Actor Tyler Perry and hairstylist Jamika Wilson gave impassioned speeches supporting the LGBTQ+ community at the 93rd Academy Awards.
On Sunday night, April 25, the Academy Awards were in full swing and historic moments were made.
Ma Rainey’s Black Bottom won big as the makeup and hairstyling team clinched a win. Hairstylists Mia Neal and Jamika Wilson became the first Black women to win in the category.
The Oscar-winning team was included Neal, Wilson and makeup artist Sergio Lopez-Rivera.
Ma Rainey’s Black Bottom followed the life of the queer soulful blues artist and activist Gertrude ‘Ma’ Rainey who was portrayed by Viola Davis.
During the speeches, Wilson and Neal gave moving statements acknowledging the barriers of the industry and called for the field to become more accessible to others.
“I stand here, as Jamika and I break this glass ceiling, with so much excitement for the future,” she told the small, in-person audience – and the millions tuning in virtually.
“Because I can picture Black trans women standing up here, and Asian sisters, and our Latina sisters and Indigenous women,” Wilson proudly said on stage.
“And I know that one day it won’t be unusual or groundbreaking – it will just be normal.”

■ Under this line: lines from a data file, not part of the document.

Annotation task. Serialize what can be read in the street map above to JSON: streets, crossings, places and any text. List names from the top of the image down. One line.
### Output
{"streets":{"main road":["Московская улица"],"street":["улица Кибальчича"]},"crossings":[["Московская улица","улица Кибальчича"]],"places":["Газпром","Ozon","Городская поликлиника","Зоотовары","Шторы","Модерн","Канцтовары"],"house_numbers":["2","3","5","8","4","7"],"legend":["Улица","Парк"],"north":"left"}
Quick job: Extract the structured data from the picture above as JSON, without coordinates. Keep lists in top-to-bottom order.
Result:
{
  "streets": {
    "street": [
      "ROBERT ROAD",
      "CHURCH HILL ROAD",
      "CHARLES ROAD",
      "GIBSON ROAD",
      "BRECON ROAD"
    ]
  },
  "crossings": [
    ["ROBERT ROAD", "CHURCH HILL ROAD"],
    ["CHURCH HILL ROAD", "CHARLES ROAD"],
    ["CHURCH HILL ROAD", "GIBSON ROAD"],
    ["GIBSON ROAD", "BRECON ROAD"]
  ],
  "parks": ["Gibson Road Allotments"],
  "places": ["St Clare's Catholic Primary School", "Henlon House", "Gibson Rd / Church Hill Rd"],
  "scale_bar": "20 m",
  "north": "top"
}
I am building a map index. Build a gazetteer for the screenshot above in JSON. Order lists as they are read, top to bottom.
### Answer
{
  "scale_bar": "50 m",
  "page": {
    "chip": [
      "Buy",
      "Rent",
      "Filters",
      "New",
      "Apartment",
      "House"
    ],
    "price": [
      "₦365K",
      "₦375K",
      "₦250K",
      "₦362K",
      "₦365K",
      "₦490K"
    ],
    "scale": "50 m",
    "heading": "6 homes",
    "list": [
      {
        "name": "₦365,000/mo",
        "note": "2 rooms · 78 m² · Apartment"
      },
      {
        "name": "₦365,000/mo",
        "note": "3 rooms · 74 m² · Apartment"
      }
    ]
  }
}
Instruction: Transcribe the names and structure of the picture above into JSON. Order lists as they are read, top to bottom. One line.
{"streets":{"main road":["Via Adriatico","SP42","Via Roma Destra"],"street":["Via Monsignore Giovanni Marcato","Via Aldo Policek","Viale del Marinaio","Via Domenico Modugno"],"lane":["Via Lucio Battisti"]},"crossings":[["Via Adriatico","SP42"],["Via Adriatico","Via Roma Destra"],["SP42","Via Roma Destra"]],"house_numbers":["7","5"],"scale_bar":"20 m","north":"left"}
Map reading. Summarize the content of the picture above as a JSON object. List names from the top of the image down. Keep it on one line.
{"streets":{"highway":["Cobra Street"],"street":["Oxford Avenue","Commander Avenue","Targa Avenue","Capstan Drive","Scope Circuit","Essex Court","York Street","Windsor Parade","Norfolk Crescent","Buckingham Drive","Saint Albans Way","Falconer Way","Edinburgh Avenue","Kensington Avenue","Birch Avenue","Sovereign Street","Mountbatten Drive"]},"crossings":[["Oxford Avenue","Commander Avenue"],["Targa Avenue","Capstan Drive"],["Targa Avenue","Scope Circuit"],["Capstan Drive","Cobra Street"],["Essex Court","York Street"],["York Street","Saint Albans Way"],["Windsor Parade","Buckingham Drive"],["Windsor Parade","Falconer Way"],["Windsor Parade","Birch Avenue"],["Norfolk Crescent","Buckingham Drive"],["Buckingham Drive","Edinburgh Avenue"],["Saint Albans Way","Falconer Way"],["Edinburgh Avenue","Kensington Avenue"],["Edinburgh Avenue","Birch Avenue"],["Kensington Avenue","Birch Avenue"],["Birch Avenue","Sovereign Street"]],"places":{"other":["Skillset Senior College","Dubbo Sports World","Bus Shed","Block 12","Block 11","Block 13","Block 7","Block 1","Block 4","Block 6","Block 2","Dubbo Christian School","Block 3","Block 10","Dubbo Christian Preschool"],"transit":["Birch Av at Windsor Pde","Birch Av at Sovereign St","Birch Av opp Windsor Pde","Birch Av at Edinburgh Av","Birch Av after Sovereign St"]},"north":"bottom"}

Neal, who shared the incredible moment with the other two women, reflected on her own journey to becoming an Oscar-winner.
“I was raised by my grandfather James Holland. He was an original Tuskegee Airmen, he represented the US in the first Pan Am games, he went to Argentina he met [Eva ‘Evita’ Perón], he graduated from Northwestern University at a time that they did not allow Blacks to stay on campus, so he stayed at the YMCA.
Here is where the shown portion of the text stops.